SmashedPumpkings · 22/04/2024 11:45

It's a rainy Monday at the beginning of assessment and marking season, and I'm at a point in my life where flouncing off forever for an early retired filled with an absence of academic bullshit feels within reach.
No longer being fucking arsed with academic life seems like a perfectly natural reaction to this context.
But, still I need to be a little bit fucking arsed because I do actually need to do my job, if only with minimal effort and if only for a decade-ish.

My lack of arsed-ness is manifesting in several ways including, but not limited to:
> Not pursuing any new research avenues unless they are genuinely innovative, fascinating and/or disruptive. I have no fucks left to give for research which is safe and intending only incremental shifts.
> Not attending conferences or workshops unless there is a clear and direct benefit to me. I have no fucks left to give for hearing about other people's safe research which inevitably results in hardly-discernible incremental shifts.
> Only writing academic articles that excite me even if they are completely left-field from my core research area and not guaranteed 3/4*. I I have no fucks left to give for spending weeks agonising over writing articles that are dull but strategic.
> Putting only minimal effort into teaching such that I ensure the basics and foundations are sound while giving no attention to the singing and dancing add-ons because, shock horror, academia is not one long Tik Tok video. I have no fucks left to give for pedagogical practice which ignores the fundamentals of sound scholarship and assessment and, instead, focuses on shiny things in the name of some bullshit strategy.
> No longer answering stupid student questions. I have no fucks left to give for students who email with questions that have been answered both in person, in lecture materials and on Ultra sites.
> Completing my citizenship role to the absolute minimal standards and at a time which is convenient for me (barring meetings of course). I have no fucks left to give for roles which have minimal kudos attached, from which I get zero satisfaction and which I believe would be more effectively, and cheaply, done by a colleague on an administrator contract.

In short, I'm working to contract whereby I'm doing my job to an adequate quality but no more than that.
Though I'm still a decade away from leaving academia, I'm already beginning the process of winding down.

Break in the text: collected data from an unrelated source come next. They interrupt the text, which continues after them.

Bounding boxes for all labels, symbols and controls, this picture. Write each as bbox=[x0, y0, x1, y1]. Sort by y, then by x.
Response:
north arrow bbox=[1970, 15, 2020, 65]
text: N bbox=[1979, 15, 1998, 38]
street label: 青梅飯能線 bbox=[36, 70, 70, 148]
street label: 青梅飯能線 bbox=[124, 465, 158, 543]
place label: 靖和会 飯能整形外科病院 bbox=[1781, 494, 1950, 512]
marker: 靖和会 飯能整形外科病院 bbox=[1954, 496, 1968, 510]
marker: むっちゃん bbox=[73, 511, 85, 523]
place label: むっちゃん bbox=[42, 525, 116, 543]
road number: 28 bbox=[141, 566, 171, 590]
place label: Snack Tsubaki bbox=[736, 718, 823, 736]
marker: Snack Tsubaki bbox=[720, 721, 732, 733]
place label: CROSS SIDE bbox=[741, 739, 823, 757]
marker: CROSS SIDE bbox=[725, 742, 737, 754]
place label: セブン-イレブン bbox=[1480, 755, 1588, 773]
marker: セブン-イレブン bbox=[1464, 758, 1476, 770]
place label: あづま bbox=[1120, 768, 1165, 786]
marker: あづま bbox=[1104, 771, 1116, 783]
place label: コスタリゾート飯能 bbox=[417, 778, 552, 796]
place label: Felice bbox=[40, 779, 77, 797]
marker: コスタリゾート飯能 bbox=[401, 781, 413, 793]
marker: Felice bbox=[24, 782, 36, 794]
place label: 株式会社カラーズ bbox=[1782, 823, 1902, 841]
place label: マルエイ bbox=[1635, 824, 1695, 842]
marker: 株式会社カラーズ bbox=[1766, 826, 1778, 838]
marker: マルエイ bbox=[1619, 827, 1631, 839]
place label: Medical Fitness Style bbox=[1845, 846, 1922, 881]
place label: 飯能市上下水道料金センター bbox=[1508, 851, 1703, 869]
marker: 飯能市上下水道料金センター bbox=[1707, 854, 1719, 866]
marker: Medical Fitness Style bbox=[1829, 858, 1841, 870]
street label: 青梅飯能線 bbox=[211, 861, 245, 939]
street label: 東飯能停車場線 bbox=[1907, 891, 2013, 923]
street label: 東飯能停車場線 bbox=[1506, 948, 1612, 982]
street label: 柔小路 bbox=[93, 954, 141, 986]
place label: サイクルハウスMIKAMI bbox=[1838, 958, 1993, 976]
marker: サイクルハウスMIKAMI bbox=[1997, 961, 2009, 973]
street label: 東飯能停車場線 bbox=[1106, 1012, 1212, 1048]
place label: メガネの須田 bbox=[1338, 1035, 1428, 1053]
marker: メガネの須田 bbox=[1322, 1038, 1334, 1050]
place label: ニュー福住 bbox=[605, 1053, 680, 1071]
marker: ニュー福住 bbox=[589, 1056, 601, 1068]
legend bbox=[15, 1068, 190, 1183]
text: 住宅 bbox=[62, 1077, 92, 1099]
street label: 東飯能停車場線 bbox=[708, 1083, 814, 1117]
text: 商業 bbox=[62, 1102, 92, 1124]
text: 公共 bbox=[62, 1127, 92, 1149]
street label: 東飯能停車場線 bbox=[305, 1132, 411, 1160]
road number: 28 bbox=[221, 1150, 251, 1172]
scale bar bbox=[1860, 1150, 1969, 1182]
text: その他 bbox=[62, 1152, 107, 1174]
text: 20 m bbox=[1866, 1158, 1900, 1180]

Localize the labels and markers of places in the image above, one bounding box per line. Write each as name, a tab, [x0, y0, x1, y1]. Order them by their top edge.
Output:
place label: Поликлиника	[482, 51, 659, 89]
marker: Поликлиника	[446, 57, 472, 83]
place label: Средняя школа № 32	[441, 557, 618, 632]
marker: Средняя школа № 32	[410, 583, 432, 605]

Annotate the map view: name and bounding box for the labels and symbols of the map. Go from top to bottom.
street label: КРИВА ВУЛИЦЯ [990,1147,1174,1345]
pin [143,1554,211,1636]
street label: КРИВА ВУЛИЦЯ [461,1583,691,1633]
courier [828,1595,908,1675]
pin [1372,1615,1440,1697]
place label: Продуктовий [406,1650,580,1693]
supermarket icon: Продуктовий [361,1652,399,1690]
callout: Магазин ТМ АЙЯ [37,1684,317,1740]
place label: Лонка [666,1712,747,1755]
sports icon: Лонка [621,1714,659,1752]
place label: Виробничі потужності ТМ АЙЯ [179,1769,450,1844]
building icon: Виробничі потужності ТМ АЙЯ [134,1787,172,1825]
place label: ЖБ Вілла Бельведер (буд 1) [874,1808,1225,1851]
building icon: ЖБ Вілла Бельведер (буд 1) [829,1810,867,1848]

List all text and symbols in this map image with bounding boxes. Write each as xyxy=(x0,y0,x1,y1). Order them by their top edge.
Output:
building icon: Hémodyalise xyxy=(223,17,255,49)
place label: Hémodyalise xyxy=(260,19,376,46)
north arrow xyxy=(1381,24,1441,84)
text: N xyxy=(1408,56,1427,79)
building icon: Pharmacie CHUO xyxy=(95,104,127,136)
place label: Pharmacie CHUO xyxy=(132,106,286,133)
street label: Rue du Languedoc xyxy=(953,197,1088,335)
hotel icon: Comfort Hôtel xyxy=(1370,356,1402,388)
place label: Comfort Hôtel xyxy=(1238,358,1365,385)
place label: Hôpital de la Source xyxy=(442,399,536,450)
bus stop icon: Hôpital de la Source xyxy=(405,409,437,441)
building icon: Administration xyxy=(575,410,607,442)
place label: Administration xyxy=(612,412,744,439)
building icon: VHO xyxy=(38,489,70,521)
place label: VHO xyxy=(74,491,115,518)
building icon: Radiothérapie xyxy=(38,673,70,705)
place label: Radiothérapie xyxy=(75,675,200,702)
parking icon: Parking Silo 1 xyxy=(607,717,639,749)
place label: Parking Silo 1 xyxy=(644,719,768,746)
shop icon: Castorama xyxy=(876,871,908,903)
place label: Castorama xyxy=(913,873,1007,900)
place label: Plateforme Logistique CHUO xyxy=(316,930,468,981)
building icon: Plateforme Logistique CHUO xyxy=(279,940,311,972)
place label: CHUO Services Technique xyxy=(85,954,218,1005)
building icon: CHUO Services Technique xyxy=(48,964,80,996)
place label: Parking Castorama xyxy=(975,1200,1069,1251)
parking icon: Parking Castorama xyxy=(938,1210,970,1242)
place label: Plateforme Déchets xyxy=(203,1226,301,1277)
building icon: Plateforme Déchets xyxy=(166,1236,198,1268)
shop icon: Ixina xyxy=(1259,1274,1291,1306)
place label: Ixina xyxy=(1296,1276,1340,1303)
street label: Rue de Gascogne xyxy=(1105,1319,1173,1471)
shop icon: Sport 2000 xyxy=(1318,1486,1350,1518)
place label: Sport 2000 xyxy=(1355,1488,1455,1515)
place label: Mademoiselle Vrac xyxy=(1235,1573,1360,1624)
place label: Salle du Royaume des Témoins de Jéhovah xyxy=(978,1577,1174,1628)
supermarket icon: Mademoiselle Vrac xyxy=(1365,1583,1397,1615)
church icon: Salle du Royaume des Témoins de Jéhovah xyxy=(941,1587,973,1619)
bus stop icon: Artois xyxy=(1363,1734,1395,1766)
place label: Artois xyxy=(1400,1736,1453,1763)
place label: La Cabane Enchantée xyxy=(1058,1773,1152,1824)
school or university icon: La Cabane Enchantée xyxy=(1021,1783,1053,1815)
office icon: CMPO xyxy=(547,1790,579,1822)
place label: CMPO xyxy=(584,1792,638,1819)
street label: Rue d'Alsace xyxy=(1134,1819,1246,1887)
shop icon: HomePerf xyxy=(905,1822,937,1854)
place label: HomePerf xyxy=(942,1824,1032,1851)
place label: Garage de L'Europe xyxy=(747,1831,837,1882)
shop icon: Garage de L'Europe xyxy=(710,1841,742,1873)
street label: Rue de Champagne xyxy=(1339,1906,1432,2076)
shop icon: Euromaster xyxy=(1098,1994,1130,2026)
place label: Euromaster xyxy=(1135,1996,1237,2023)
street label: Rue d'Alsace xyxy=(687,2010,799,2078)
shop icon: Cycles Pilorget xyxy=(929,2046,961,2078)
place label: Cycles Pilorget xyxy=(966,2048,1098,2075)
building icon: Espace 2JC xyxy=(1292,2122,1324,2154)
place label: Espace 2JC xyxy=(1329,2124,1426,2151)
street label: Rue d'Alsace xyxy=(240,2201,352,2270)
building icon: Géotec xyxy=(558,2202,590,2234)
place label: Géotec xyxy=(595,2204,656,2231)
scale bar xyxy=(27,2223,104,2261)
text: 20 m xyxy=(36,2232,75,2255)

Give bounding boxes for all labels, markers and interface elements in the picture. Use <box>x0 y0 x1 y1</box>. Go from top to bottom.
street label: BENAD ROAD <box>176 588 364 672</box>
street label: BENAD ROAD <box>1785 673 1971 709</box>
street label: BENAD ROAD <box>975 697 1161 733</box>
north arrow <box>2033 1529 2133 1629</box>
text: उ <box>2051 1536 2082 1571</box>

In six or seven years I'll dispense completely with anything which is absolutely non-essential.

Thank you for giving me the time to vent this. For obvious reasons, I've name changed.

I wonder whether anyone else just can't be fucking arsed any more? And if so, how does your not arsed-ness manifest?

OP posts:
EverSoYoni · 29/04/2024 17:17

Oh and the reason I said the marking was “arbitrary “ because we used to get three weeks to mark it, now we get 2. Because students said they wanted marks back quicker. 🤷‍♀️. Anyway, I’m out.

MoreDangerousThanAWomanScorned · 29/04/2024 17:20

You said you had chosen to do this because 'it made you less stressed' now that you 'don't give a shit'. If you're struggling and so unable to do it, rather than choosing not to, I have real sympathy (and, actually, so might the timetabling team, who might be able to offer some support to get your timetabling data in if you didn't just ignore them - they are people too). You made it sound like you had consciously chosen not to bother because it 'only' affected administrators, and I stand by my statement that that's a really shitty attitude.

user8800 · 29/04/2024 17:23

ItsallIeverwanted · 29/04/2024 11:07

@user8800 I feel bad you didn't post 5 weeks ago, as I would have advised you to cc in their head of the module/dissertation course leader and/or the head of department. That's what I tell my students to do if they have a lazy dissertation supervisor. Your son/daughter could seek an extension (if they have a reason) but that's not good enough, but it's very important students are proactive and contact their supervisors when told to do so and attend meetings when they are set.

I have only six dissertation students this year and out of that only three have attended our meetings and sent in work in progress to be reviewed. I don't know what they tell their parents...

My child has been trying to contact the supervisor. They live at home so I've seen the emails.
I will advise them to do as you suggest, thank you.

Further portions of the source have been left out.